The statuesque profile of this yoga pose fittingly resembles the striking and unmistakably attractive Bird of Paradise. Distinguished by the strength and balance required in the supported leg, foiled by the elongation and stretch of the extended portion, Bird of Paradise is a statement as a bird, flower, and yoga pose.

This pose is a beautiful addition to any practice. Like its name, it blossoms with the love of the sun. It is recommended that you practice three to 5 cycles of Surya Namaskar A and three to 5 rounds of Surya Namaskar B before practicing these preparatory positions. In preparation for Bird of Paradise, hold the following poses for 3 to 5 breaths.
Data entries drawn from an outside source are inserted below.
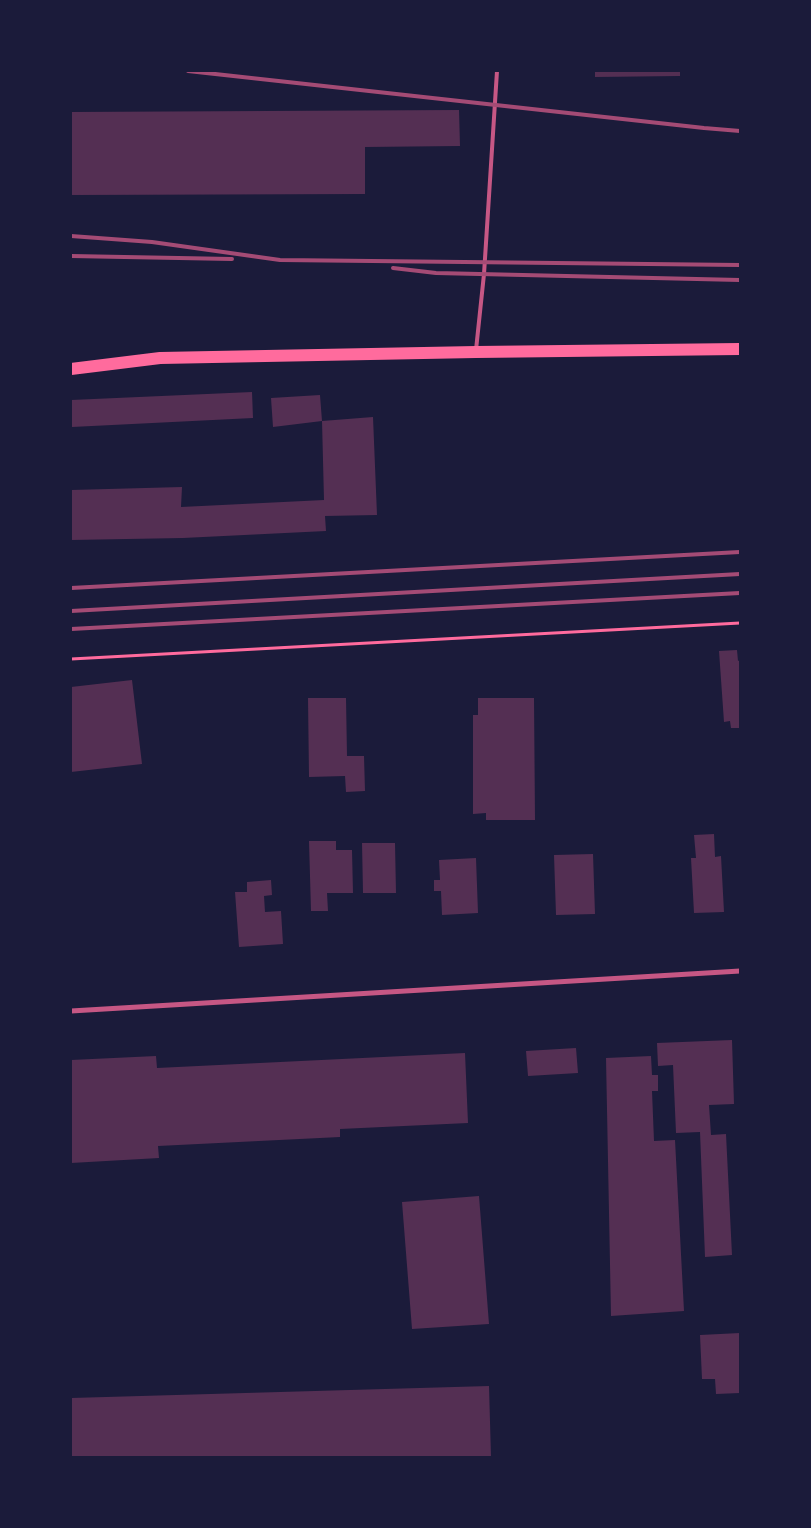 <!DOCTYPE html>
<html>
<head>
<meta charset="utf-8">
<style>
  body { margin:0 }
  #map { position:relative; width:811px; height:1528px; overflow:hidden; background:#1b1b3a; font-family:"Roboto Condensed",sans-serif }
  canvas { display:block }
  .frame { position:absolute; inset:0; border:72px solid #1b1b3a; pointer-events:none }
</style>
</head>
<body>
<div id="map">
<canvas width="811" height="1528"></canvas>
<div class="frame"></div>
</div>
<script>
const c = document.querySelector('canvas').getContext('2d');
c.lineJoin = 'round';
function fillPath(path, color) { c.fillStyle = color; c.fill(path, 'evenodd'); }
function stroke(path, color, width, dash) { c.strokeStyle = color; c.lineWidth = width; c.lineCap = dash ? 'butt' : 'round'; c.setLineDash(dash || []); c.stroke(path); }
fillPath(new Path2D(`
  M 595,71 L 680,71 L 680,76 L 595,77 Z
  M 459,110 L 460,146 L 365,147 L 365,194 L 71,195 L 71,112 Z
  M 252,392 L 253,418 L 72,427 L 71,400 Z
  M 320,395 L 322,421 L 273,427 L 271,398 Z
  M 373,417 L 377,515 L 325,516 L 326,531 L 183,538 L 71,540 L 71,490 L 182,487 L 181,507 L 324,500 L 322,421 Z
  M 737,650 L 738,661 L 740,660 L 740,728 L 731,728 L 730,721 L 724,722 L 719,651 Z
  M 132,680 L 142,764 L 71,772 L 71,687 Z
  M 308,698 L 346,698 L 347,756 L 364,756 L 365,791 L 346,792 L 345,776 L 309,777 Z
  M 478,698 L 534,698 L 535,820 L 486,820 L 486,813 L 473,814 L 473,715 L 478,715 Z
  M 714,834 L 715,857 L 721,856 L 724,912 L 694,913 L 691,858 L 696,858 L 694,835 Z
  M 309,841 L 336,841 L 336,850 L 352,850 L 353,893 L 327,893 L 328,911 L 311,911 Z
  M 362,843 L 395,843 L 396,893 L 363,893 Z
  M 593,854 L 595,914 L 556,915 L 554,855 Z
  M 476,858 L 478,913 L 442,915 L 441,891 L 434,891 L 434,880 L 440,880 L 439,860 Z
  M 271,880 L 272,895 L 264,896 L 265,912 L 281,911 L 283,944 L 239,947 L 235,892 L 247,892 L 247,882 Z
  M 732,1040 L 734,1104 L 709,1105 L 711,1135 L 726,1134 L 732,1255 L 705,1257 L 700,1132 L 676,1133 L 673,1065 L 658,1066 L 657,1043 Z
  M 576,1048 L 578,1073 L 528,1076 L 526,1051 Z
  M 465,1053 L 468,1123 L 340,1129 L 340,1137 L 158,1146 L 159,1158 L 71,1163 L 71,1060 L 156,1056 L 157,1068 Z
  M 651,1056 L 652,1075 L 658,1075 L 658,1091 L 652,1091 L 654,1141 L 675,1140 L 684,1311 L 611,1316 L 606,1058 Z
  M 479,1196 L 489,1324 L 412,1329 L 402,1202 Z
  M 740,1333 L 740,1393 L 716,1394 L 715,1379 L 702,1379 L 700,1335 Z
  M 489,1386 L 491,1457 L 71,1457 L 71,1398 Z`), '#542f53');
stroke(new Path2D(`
  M 71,659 L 740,623`), '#ff6b9d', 3);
stroke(new Path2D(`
  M 476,350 L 484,274 L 497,71`), '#c65784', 4);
stroke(new Path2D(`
  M 71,1011 L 740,971`), '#c65784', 5);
stroke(new Path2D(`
  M 71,369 L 160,358 L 476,352 L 740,349`), '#ff6b9d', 12);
stroke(new Path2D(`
  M 188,71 L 704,128 L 740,131
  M 71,236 L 152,242 L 280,260 L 740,265
  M 71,256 L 232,259
  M 393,268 L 436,273 L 740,280
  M 71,588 L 740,552
  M 71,611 L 740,574
  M 71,629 L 740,593`), '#a44b75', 4);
</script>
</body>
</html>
Parivrtta Parsvakonasana (Revolved Side Angle Pose) – Variation

Warming up the entire body is important, even if you are doing Bird of Paradise. By squaring your hips, lift the quadriceps in the back and slowly lower the hips. To relieve the weight of the arm and wrist that supports you, stack the shoulders and engage your core if you can; try to soften your gaze (drishti) toward the thumb of your upper hand.

Parivrtta Anjaneyasana – Variation

This deep quadriceps stretching is a favorite of cyclists and runners who have tight hips. It opens up the front of the body and helps stretch out the hips to Bird of Paradise. Focus on both sides of your spine as you twist. Engage the core and lift the arm, wrist, and shoulder.
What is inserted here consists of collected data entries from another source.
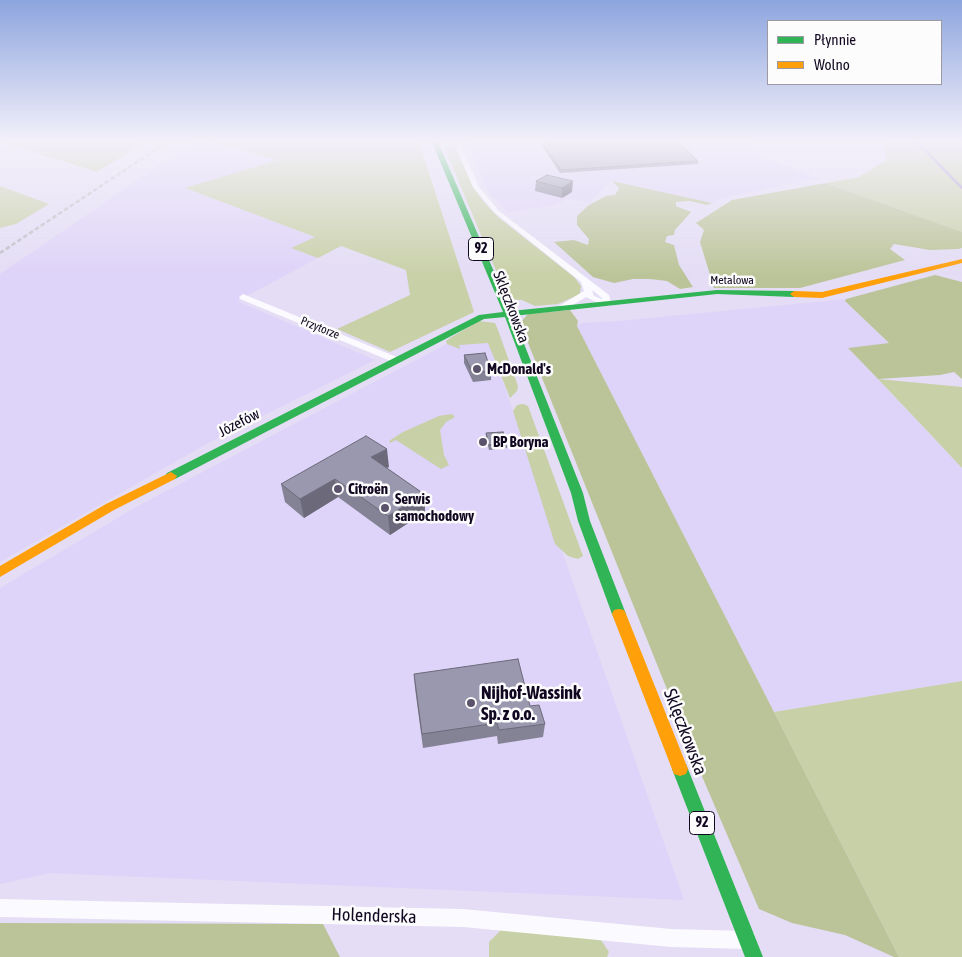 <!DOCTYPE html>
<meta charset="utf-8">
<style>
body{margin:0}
#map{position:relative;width:962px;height:957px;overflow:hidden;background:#e4ddf5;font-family:"Asap Condensed",sans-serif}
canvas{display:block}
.legend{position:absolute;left:767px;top:20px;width:175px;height:65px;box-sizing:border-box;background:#fcfcfc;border:1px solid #9e9aa4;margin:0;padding:6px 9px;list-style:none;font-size:15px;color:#110720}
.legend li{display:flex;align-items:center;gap:10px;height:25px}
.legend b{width:25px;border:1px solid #9e9aa4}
</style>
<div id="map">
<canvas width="962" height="957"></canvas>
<ul class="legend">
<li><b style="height:6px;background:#30b455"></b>Płynnie</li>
<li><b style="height:6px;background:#ff9f0a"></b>Wolno</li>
</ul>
</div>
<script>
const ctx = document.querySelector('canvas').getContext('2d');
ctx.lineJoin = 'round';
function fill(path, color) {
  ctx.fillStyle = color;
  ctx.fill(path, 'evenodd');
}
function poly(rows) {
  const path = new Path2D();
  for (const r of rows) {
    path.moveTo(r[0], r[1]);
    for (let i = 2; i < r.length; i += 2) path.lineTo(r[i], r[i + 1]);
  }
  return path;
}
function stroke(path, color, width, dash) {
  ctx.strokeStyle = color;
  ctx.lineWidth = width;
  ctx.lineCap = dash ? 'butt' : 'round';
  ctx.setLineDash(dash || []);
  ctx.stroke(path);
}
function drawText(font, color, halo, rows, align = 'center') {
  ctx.font = font + ' "Asap Condensed",sans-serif';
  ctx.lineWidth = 5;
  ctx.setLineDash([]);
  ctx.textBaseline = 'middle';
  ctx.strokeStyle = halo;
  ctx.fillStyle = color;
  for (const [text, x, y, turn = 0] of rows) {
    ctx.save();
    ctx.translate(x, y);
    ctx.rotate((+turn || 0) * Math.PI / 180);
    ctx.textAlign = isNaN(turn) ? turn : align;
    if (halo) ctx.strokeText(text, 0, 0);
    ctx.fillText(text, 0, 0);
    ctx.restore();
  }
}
const built = poly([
 [193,142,211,142,279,160,186,188,315,237,292,248,318,258,237,301,375,360,208,443,0,562,0,274],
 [465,142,752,142,765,152,756,155,819,178,723,198,712,203,612,181,589,203,569,199,549,206,508,212,489,194],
 [846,299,845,301,889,344,848,348,962,468,962,681,774,712,577,326,582,323,620,321],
 [483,325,684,900,50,873,0,884,0,588,136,507]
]);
const green = poly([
 [3,142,145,142,97,172],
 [211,142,419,142,474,312,390,352,337,329,410,295,406,270,341,246,318,258,291,248,315,237,185,188,278,160],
 [442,142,454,142,473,187,484,202,498,217,574,277,581,286,580,293,576,296,558,304,535,306,522,300,508,299],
 [884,142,962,142,962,232,826,183,859,177,886,160],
 [0,186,49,204,16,224,0,228],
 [479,321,495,323,498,330,518,386,517,391,510,398,488,343,459,345,460,349,447,344,446,341,450,338],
 [878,379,962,387,962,468,932,436],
 [523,404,528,406,583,556,578,559,568,556,555,544,513,411,517,405],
 [452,414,455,417,446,422,440,430,444,455,449,465,441,469,396,440,390,443,389,441,403,432,439,416],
 [962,681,962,957,899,957,774,712],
 [502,929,601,940,609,952,607,957,489,957,489,942]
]);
const forest = poly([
 [612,181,712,203,707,205,690,201,676,202,676,206,691,212,675,230,674,235,667,236,665,242,674,245,679,265,693,287,680,289,667,281,650,279,633,279,614,283,593,277,554,242,574,240,588,245,589,239,577,225,577,216,589,205,606,196,615,195,619,188],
 [826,183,962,232,962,248,958,249,930,250,894,244,890,249,905,260,800,288,714,288,700,242,704,230,696,223,732,200],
 [935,275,962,282,962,379,954,372,940,375,878,379,848,348,889,343,845,301,846,299],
 [570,310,578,321,577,326,899,957,894,957,845,935,792,923,759,909,701,774,520,323,528,314],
 [0,923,323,924,340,957,0,957]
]);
const stream = poly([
 [917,142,962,188]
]);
const street = poly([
 [453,142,459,142,479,187,499,211,609,295,611,304,610,306,604,306,586,297,565,310,559,310,559,306,584,291,581,282,495,213,473,187,453,142],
 [592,290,602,298,602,299,594,296,592,290],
 [243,294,399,358,401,360,399,362,393,362,240,299,239,297,243,294],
 [0,899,463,909,671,929,747,931,754,933,756,940,754,947,747,949,671,947,463,927,0,917,0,899]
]);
const fast = poly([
 [432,142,438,142,511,311,717,290,794,291,798,294,794,297,717,294,513,316,583,493,590,521,626,614,624,618,619,619,614,618,612,614,578,521,571,493,505,317,484,319,175,479,167,479,165,476,167,473,479,315,503,312,432,142],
 [680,762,686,764,688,769,763,957,745,957,672,769,674,764,680,762]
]);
const slow = poly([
 [962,259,962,263,822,298,794,297,790,294,794,291,822,292,962,259],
 [171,472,177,476,175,479,114,510,0,577,0,566,106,504,171,472],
 [619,609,624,610,626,614,688,769,686,774,680,776,674,774,672,769,612,614,614,610,619,609]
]);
const rail = poly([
 [0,253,167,142]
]);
const wall = poly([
 [542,143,698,161,698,164,560,173,542,146],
 [547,175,572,192,562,198,535,191,536,181],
 [464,355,491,371,491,380,473,382,464,363],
 [486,433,507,444,507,448,489,450,486,438],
 [389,467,386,468,424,494,425,512,390,535,338,497,304,518,285,502,281,484],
 [414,674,530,706,545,724,543,737,498,744,497,736,423,748,415,688]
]);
const shadedWall = poly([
 [573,181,572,192,562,198,562,188],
 [387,449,389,467,372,475,371,457],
 [335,479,338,497,304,518,300,499],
 [424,494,425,512,390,535,388,516]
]);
const building = poly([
 [558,142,679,142,698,161,561,170,542,143,558,142],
 [547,175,573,181,562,188,536,181,547,175],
 [485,353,491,371,473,373,464,355,485,353],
 [503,432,507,444,489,445,486,433,503,432],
 [366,436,387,449,371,457,424,494,388,516,335,479,300,499,281,484,366,436],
 [518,659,530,706,539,705,545,724,499,730,497,723,422,734,414,674,518,659]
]);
const markers = [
 [477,369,5,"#5b526b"],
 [483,442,5,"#5b526b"],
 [338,489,5,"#5b526b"],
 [385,508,5,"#5b526b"],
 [471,703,5,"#5b526b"]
];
const farStreetnames = [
 ["Metalowa",732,280],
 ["Przytorze",320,328,22]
];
const shields = [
 [481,249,25],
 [702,823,25]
];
const shieldNames = [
 ["92",481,249],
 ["92",702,823]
];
const streetNames = [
 ["Sklęczkowska",511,307,69],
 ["Józefów",239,423,-27]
];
const poiNames = [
 ["McDonald's",487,369],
 ["BP Boryna",493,442],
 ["Citroën",348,489],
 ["Serwis",395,499],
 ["samochodowy",395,516]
];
const nearPoinames = [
 ["Nijhof-Wassink",481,693],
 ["Sp. z o.o.",481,714]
];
const nearStreetnames = [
 ["Sklęczkowska",685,732,69],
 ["Holenderska",374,916,2]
];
fill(built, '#ded3f8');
fill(green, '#c8d0a7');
fill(forest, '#bbc498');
stroke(stream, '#a68ed0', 2.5);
fill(street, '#fbfafe');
fill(fast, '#30b455');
fill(slow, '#ff9f0a');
stroke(rail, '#bfbdc4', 2.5, [4.5, 2.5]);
fill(wall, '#848396');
fill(shadedWall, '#6c6a7a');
fill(building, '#9a98af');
stroke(building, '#6c6a7a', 1);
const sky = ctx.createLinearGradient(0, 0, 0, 276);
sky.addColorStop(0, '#8da5de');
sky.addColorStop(0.51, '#f3f0fa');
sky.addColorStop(1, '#f3f0fa00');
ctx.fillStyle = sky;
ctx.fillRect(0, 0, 962, 276);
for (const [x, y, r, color] of markers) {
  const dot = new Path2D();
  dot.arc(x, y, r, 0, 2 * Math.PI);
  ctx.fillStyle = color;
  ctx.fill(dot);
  stroke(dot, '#fcfcfc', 2);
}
drawText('12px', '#110720', '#fcfcfc', farStreetnames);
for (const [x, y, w] of shields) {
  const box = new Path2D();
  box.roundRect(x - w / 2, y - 11.5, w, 23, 4);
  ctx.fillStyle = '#fcfcfc';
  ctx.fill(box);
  stroke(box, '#110720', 1);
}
drawText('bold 14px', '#110720', null, shieldNames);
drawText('15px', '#110720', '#fcfcfc', streetNames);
drawText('bold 15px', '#110720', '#fcfcfc', poiNames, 'left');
drawText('bold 18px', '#110720', '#fcfcfc', nearPoinames, 'left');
drawText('18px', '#110720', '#fcfcfc', nearStreetnames);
</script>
Utthan Pristhasana – Variation

In this photo, the arms are straight, with both on the inside of the leg. However, if the forearms were placed on the ground, it would have the effect of a pre-pose. Here, the goal is to strengthen and stretch your legs and hips. Focus on reaching the tailbone toward the heel of the back leg while keeping the front leg strong and stable.

Utthan Pristhasana – Bind variation

Binding can be done once the legs are able to support the body easily. Start by wrapping the arm nearest the front leg underneath the front thigh. Place the palm facing up on the hip. The other arm may wrap behind the back. The hand that is wrapped around the thigh can eventually reach the wrist on the arm behind your back.

Utthita parsvakonasana – Variations

The top arm will begin to wrap around the back and wrap toward the front thigh. In time, the bottom hand will cover under the thigh, reaching the wrist behind the back. For the health of your shoulders, it is important not to force the bind. Instead, focus on the journey towards binding.

This pose can be improved by holding onto a towel or strap to help bind the hands. To get the best benefit from this movement, focus on lifting your bottom ribs while engaging the core and your legs.

Utthita trikonasana – Variations

Hyperextension of the front knees and internal rotation of the hips are the most common errors in these Extended Triangle Pose variations. When in doubt, it is important to bend the knee of the front leg slightly. This will prevent hyperextension or joint damage.

Imagine a hand holding the front hip and lifting it constantly up and back. The quadriceps will continue to work, raising the kneecap and protecting the joint. It is also important to use your core to help lengthen the spine, lift the chest, and externally rotate the hips on the back leg.

Garudasana (Eagle Pose) – Variation

Eagle arms can help stretch your back and shoulders after all that shoulder opening for Bird of Paradise. You might want to try “flying the eagle,” which is a gentle movement of the hips, shoulders, and arms while in flight.

This movement is all about listening to your body and gently bending your knees. Yogi tip: Eagle Pose can be a great way for you to cool down and unwind after Bird of Paradise.

Prasarita Padottanasana (Wide-Legged standing forward bend C)

This movement is a final release of shoulders and hamstrings. It lengthens your spine. The hips can be kept in balance by evenly distributing the weight between the legs and lifting the hamstrings. You can slightly pigeonhole your feet but avoid having them reach away from the middle of the body.

Finally! There are several ways to do the Bird of Paradise pose.

Start with your feet slightly wider than hip distance and sweep one arm under the thigh and the other behind your back.

One day, the arm that is wrapped behind your back is gently held by the arm underneath the thigh. Slowly lift the heel and toe of the leg that supports the weight. The spine can remain long, and the knees can be bent.

Keep your legs active and engaged when you lift.

The top leg will eventually be long and the spine high. Look in the opposite direction to the portion that is extended and adopt this pose.